DIRECTIONS FOR THIS TASK:
Among these records, tally each line with the word "wash"; the answer is that number alone.

DATASET EXCERPTS:
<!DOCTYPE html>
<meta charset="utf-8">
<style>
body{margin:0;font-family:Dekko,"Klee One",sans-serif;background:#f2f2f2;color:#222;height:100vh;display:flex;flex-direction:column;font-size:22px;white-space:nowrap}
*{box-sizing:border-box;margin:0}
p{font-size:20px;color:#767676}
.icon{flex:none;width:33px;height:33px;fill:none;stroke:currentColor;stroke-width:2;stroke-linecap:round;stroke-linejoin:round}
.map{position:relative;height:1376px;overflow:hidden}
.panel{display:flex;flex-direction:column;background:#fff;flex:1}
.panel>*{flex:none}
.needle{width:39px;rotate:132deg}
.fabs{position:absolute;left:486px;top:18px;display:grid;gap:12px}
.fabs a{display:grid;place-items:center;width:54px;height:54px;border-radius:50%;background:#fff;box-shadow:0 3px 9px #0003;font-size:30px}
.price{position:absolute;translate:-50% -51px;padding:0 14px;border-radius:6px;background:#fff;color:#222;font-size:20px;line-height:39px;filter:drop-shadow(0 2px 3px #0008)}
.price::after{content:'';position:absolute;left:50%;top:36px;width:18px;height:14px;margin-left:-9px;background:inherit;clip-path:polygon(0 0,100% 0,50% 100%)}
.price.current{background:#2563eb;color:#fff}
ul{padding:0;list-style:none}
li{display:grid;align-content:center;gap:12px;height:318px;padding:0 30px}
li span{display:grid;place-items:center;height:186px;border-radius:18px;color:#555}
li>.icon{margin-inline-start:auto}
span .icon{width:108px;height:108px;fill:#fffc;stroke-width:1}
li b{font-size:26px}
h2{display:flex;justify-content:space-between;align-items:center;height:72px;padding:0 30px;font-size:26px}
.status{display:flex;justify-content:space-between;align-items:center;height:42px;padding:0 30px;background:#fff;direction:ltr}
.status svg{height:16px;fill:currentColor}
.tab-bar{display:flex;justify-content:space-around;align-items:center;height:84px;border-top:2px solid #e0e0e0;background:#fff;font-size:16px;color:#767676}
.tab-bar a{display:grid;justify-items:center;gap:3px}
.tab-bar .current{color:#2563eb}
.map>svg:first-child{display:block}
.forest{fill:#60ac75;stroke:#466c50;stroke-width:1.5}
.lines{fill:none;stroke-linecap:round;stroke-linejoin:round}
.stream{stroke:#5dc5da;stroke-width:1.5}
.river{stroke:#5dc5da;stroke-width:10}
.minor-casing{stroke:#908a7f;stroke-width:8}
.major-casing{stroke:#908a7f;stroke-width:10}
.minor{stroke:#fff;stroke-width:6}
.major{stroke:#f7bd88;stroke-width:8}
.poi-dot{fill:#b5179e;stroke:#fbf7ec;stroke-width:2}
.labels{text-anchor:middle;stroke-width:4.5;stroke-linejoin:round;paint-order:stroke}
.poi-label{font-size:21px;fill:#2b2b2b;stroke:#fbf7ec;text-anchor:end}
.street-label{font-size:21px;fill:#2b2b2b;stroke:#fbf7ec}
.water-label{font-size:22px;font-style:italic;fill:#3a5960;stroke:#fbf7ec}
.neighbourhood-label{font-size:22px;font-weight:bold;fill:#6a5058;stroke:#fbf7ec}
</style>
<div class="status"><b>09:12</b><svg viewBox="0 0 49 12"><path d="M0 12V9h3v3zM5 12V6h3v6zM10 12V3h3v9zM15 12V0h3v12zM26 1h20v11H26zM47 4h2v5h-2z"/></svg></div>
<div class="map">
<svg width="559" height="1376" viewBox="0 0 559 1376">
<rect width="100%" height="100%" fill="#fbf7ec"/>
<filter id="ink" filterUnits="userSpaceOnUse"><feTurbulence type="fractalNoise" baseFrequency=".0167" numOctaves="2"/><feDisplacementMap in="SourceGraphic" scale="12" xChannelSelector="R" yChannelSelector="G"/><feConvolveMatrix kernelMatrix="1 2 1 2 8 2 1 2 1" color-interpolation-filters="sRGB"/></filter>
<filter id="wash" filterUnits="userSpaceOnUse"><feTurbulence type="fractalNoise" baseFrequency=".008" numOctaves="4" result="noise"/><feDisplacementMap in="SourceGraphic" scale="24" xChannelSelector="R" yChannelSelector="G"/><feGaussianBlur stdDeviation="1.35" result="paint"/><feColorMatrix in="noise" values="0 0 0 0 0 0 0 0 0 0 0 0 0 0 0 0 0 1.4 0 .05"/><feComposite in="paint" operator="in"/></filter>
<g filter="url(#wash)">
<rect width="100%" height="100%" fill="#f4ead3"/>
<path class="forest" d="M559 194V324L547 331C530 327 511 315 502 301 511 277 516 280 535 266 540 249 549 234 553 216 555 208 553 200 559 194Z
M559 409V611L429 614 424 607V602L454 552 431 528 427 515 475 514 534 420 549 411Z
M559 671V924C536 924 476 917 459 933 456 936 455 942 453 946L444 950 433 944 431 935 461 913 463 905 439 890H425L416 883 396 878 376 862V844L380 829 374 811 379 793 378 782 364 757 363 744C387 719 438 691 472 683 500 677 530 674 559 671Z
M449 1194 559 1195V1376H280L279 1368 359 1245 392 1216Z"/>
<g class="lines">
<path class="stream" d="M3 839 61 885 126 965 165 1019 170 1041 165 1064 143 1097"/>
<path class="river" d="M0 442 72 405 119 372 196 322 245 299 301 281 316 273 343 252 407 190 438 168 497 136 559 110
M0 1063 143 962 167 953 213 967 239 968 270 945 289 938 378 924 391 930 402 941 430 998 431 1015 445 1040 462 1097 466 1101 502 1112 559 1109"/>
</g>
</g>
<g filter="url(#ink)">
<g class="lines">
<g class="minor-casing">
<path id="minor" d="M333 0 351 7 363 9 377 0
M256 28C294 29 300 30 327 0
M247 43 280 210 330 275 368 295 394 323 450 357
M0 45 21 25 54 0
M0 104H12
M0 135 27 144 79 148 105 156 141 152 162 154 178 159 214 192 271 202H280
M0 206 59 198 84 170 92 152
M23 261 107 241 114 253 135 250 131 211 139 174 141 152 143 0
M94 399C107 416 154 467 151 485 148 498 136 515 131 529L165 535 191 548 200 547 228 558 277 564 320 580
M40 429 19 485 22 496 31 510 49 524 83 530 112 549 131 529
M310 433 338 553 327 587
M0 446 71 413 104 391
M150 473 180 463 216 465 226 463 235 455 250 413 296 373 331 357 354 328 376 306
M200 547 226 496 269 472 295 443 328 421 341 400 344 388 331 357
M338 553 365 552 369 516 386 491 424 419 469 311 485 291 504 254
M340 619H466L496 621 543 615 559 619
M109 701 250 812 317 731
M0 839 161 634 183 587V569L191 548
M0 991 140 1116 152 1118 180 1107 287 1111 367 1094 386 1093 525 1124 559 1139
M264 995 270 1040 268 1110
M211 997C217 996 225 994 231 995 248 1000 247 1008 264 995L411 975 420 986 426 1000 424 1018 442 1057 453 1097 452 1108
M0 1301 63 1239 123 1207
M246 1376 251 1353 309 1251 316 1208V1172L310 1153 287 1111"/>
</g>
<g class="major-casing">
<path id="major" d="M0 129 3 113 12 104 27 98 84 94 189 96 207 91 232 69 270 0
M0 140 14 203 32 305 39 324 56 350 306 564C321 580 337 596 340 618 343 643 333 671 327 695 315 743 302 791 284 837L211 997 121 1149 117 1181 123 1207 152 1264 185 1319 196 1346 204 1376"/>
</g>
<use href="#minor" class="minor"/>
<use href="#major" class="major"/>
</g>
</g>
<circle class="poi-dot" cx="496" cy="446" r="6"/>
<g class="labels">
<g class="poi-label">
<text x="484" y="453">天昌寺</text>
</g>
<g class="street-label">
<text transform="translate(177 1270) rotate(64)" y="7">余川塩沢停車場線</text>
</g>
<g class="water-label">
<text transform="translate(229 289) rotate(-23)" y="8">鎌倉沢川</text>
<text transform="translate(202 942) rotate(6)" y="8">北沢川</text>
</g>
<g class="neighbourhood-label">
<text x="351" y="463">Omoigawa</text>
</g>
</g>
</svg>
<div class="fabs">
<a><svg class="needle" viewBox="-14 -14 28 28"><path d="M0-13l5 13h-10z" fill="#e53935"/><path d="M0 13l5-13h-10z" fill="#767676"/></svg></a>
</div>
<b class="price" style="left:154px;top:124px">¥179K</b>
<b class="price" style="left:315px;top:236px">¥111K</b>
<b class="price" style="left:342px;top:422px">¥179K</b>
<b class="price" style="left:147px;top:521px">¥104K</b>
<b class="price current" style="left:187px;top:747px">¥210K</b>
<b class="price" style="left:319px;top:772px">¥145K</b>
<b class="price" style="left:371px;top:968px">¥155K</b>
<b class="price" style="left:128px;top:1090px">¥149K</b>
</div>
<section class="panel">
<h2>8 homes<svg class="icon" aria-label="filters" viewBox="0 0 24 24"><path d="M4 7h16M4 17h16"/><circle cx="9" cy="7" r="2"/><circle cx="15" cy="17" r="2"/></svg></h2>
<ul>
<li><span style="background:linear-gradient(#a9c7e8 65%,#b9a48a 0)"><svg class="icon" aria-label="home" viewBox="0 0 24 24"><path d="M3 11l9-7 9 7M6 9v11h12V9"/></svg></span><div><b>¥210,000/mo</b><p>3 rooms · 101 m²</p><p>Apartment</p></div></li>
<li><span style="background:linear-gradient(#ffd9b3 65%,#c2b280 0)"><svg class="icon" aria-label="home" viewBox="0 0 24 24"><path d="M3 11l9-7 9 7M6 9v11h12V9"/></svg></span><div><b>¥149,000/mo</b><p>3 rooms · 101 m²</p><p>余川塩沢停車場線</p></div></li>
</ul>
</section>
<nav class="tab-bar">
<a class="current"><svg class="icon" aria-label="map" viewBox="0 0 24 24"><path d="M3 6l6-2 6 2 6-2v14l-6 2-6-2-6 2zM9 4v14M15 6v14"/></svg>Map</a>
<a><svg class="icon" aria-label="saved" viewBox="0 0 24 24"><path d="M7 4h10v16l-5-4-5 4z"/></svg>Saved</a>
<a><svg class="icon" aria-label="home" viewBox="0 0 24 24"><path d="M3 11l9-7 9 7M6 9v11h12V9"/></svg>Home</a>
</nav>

ANSWER SECTION:
2